> _Activity_:
Report the number of lines in these entries that contain "center". Write only the number.

> _Data extracts_:
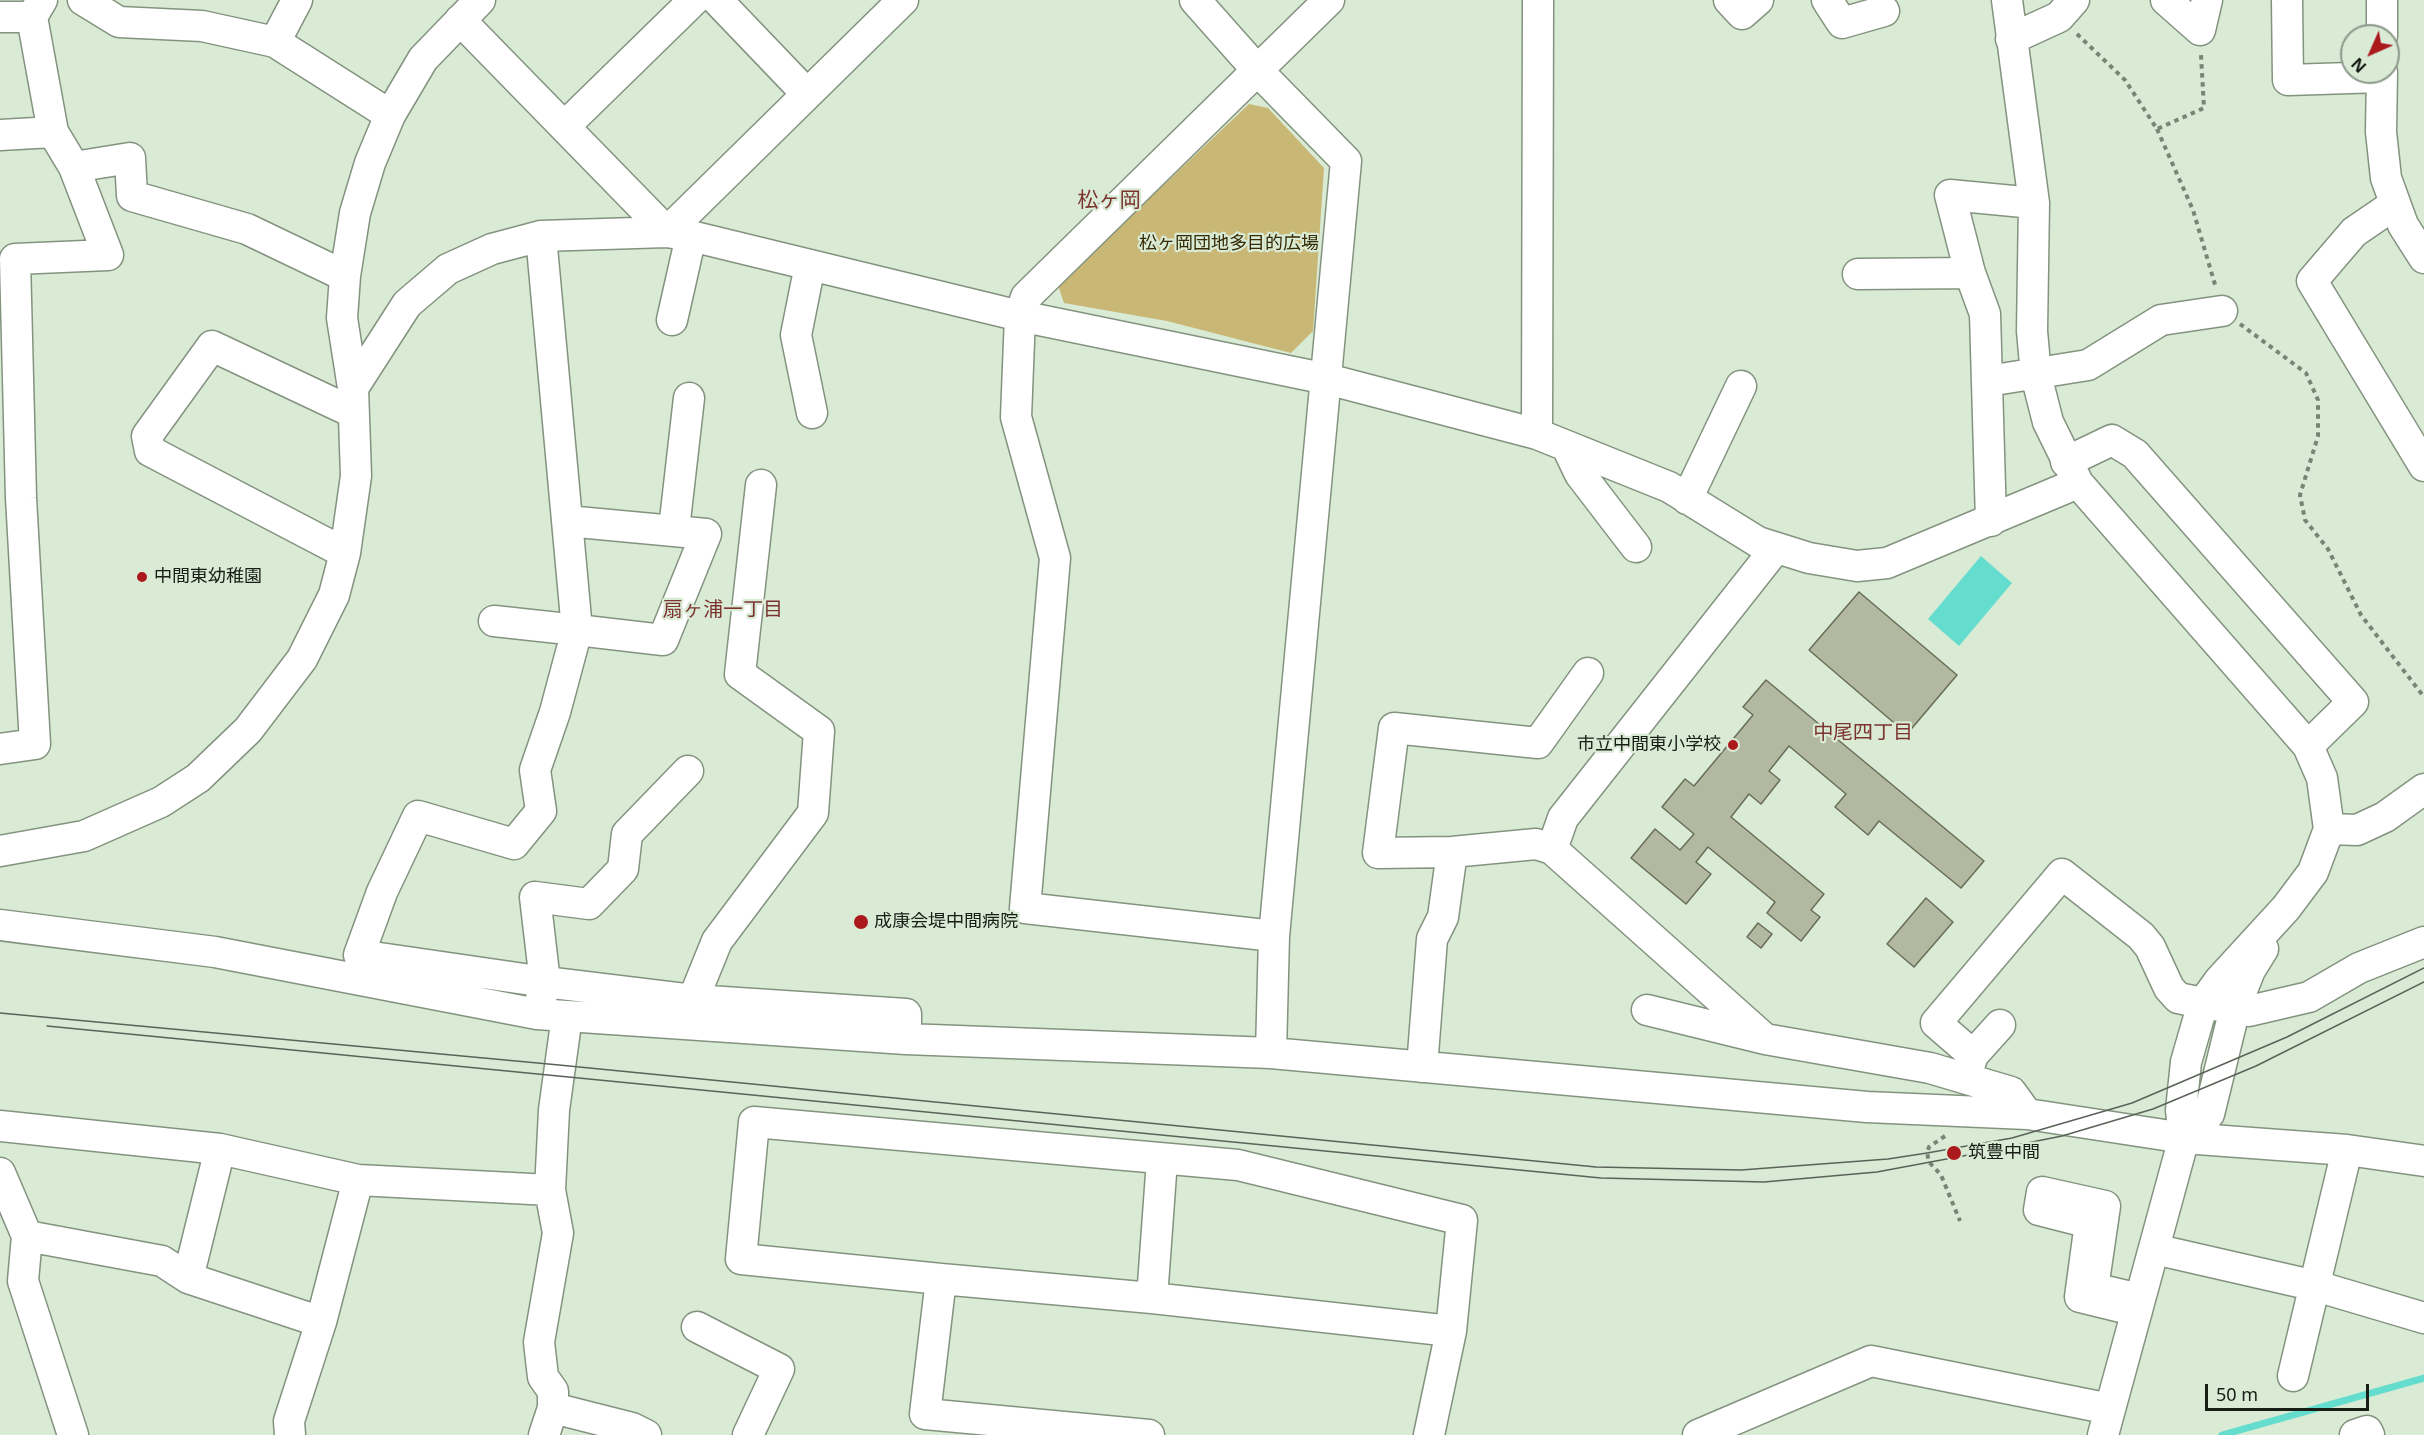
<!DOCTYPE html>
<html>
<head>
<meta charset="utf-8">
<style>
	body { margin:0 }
	#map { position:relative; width:2424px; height:1435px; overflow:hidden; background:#d9ead5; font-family:"Noto Sans",sans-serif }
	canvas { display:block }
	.north { position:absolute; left:2340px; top:24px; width:60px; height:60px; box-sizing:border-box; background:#d9ead5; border:2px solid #8c9889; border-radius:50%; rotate:225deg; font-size:16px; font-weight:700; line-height:24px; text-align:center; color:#181d16 }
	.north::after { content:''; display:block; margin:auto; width:21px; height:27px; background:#ac191d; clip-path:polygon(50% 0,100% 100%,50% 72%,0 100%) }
	.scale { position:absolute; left:2205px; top:1384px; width:164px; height:27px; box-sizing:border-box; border:3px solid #181d16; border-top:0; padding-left:8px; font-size:18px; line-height:21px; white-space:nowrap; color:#181d16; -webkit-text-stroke:4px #d9ead5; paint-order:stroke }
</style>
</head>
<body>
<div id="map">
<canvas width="2424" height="1435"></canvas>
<div class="north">N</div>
<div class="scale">50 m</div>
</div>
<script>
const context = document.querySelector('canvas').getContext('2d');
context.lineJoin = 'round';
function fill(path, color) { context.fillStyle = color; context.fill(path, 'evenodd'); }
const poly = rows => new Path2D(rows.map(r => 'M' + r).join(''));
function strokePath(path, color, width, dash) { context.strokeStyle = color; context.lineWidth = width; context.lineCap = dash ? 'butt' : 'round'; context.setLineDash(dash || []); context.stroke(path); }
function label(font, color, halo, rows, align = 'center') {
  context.font = font + ' "Noto Sans","Noto Sans JP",sans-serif'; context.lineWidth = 4.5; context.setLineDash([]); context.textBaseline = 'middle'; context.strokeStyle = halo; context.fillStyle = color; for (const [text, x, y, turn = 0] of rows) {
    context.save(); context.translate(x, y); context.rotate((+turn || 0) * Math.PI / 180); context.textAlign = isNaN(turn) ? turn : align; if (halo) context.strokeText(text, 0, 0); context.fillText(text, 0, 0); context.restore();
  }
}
fill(poly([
	[1249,104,1268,108,1324,168,1313,331,1291,353,1167,321,1064,303,1058,285]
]), '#c9b775');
fill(poly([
	[1981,556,2012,583,1959,646,1928,619]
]), '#65ddce');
strokePath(poly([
	[2222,1435,2424,1378]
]), '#65ddce', 7);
const building = poly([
	[1859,592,1957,675,1907,734,1809,650,1859,592],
	[1766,680,1984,861,1961,888,1879,821,1868,835,1835,807,1846,794,1789,746,1769,771,1780,780,1761,804,1749,794,1731,817,1824,894,1811,910,1820,917,1801,941,1767,913,1775,902,1708,847,1696,862,1711,874,1686,904,1631,858,1655,829,1680,850,1694,834,1662,807,1685,779,1694,786,1753,715,1743,707,1766,680],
	[1926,898,1953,922,1914,967,1887,944,1926,898],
	[1758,923,1772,934,1761,948,1747,937,1758,923]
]);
fill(building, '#b3b8a0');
strokePath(building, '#686d57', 1.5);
const minor = poly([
	[83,0,119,22,202,26,275,42,390,115],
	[717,0,807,94],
	[1195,0,1258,71,1346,161,1274,936,1271,1053],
	[1729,0,1742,14,1758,0],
	[1827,0,1842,23,1884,11],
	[2007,0,2034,203,2032,331,2036,375,2048,422,2078,483,2308,746,2322,778,2329,829,2313,872,2286,908,2219,981,2203,1003,2186,1062,2181,1110,2184,1138,2103,1435],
	[2166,0,2200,30,2207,0],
	[2287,0,2288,80,2381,77],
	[0,17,32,17],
	[460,20,667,232],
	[2382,36,2382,0],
	[2011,39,2059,17,2074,0],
	[275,42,297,0],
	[2382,72,2381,132,2386,178,2403,225,2424,258],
	[565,126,694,0],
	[0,135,53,132],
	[74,167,130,158,132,196,247,229,345,276],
	[2395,204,2354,232,2312,281,2424,466],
	[667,232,903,0],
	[541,236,577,630,663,640,706,534,567,521],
	[810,265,796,335,812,413],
	[1858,274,1970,273],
	[672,320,691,236],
	[1988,381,2088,365,2161,320,2222,311],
	[353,388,407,304,448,269,492,249,541,236,667,232,691,236,1020,316,1327,379,1537,434,1669,487,1758,542,1809,558,1857,566,1887,563,2078,483],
	[1537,434,1538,0],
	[1567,447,1580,474,1636,547],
	[2066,462,2112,440,2135,454,2353,702,2308,746],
	[1687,499,1741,386],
	[1991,521,1985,314,1970,273,1950,195,2034,203],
	[674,529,689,398],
	[345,553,150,451,147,436,212,346,352,412],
	[494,621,577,630,555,712,535,770,541,811,514,844,418,816,382,892,359,955,545,982,693,1000,906,1014,906,1039],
	[1588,673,1538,743,1394,728,1378,853,1452,852,1536,844,1552,849,1765,1039],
	[0,749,35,744,21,498,15,259,108,255,74,167,53,132,32,17,42,0],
	[2329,829,2357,830,2385,817,2424,789],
	[1552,849,1563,818,1776,548],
	[0,851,84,836,161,802,198,778,248,730,302,659,334,595,345,553,356,476,353,388,342,318,345,276,355,213,370,163,390,115,423,59,480,0],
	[0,925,215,952,537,1014,906,1039,1271,1053,1867,1107,2027,1114,2184,1138,2347,1150,2424,1161],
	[1274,936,1025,908,1055,558,1016,417,1020,316,1026,297,1329,0],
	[541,999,545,982,535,897,589,904,623,869,627,834,688,771],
	[693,1000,717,941,813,813,819,731,740,674,761,485],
	[1647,1010,1765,1039,1930,1068,2011,1092,2027,1114],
	[1973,1055,1936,1023,2062,874,2141,936,2150,947,2169,988,2178,998,2203,1003,2249,1011,2309,997,2359,968,2424,942],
	[1422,1067,1432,939,1443,917,1452,852],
	[1967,1073,1973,1055,2000,1025],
	[0,1126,220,1149,358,1180,550,1190],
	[2184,1138,2209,1114,2235,1008,2250,970,2263,949],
	[0,1173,27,1236,23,1281,73,1435],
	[27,1236,162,1261,188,1278,321,1322,289,1421,290,1435],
	[2154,1249,2316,1286,2424,1318],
	[188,1278,220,1149],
	[941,1279,1152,1298,1451,1331],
	[1152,1298,1162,1160],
	[2137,1311,2080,1297,2090,1223,2039,1210,2042,1192,2105,1206,2093,1288,2140,1299],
	[321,1322,358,1180],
	[697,1327,779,1369,748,1435],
	[2293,1376,2347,1150],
	[553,1408,632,1428,646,1435],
	[544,1435,553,1408,553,1391,543,1377,539,1342,558,1233,550,1190,554,1110,567,1016],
	[1149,1435,925,1414,941,1279,741,1259,754,1122,1238,1165,1462,1220,1451,1331,1429,1435],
	[1698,1435,1871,1361,2110,1409],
	[2355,1435,2367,1431,2369,1435]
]);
strokePath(minor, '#83937f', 33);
strokePath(poly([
	[2077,34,2125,80,2157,129,2204,108,2201,55],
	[2157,129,2193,210,2216,288],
	[2240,324,2306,373,2318,400,2318,436,2300,495,2305,520,2328,549,2361,615,2424,697],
	[1945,1136,1929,1147,1927,1153,1929,1162,1941,1175,1960,1221]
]), '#798476', 4, [4.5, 4.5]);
strokePath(minor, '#fff', 30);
strokePath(poly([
	[0,1013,559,1065,1596,1167,1741,1170,1888,1159,1927,1153,2012,1138,2091,1115,2132,1103,2287,1037,2424,968],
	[47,1026,1601,1178,1764,1182,1877,1172,1984,1152],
	[2007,1147,2062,1136,2153,1109,2256,1066,2424,982]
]), '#5a6358', 1.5);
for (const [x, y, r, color] of [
	[142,577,6,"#ac191d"],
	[1733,745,6,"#ac191d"],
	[861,922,8,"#ac191d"],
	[1954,1153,8,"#ac191d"]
]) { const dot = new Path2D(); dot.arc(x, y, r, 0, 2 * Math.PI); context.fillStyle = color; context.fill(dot); strokePath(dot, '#d9ead5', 2); }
label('18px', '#342a03', '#d9ead5', [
	["松ヶ岡団地多目的広場",1229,244]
]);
label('18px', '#181d16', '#d9ead5', [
	["中間東幼稚園",154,577],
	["市立中間東小学校",1721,745,"right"],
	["成康会堤中間病院",874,922],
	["筑豊中間",1968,1153]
], 'left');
label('20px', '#7b342f', '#d9ead5', [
	["扇ヶ浦一丁目",723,610],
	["中尾四丁目",1863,733]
]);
label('21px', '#7b342f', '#d9ead5', [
	["松ヶ岡",1109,201]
]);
</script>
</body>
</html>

> _Result of this exercise_:
2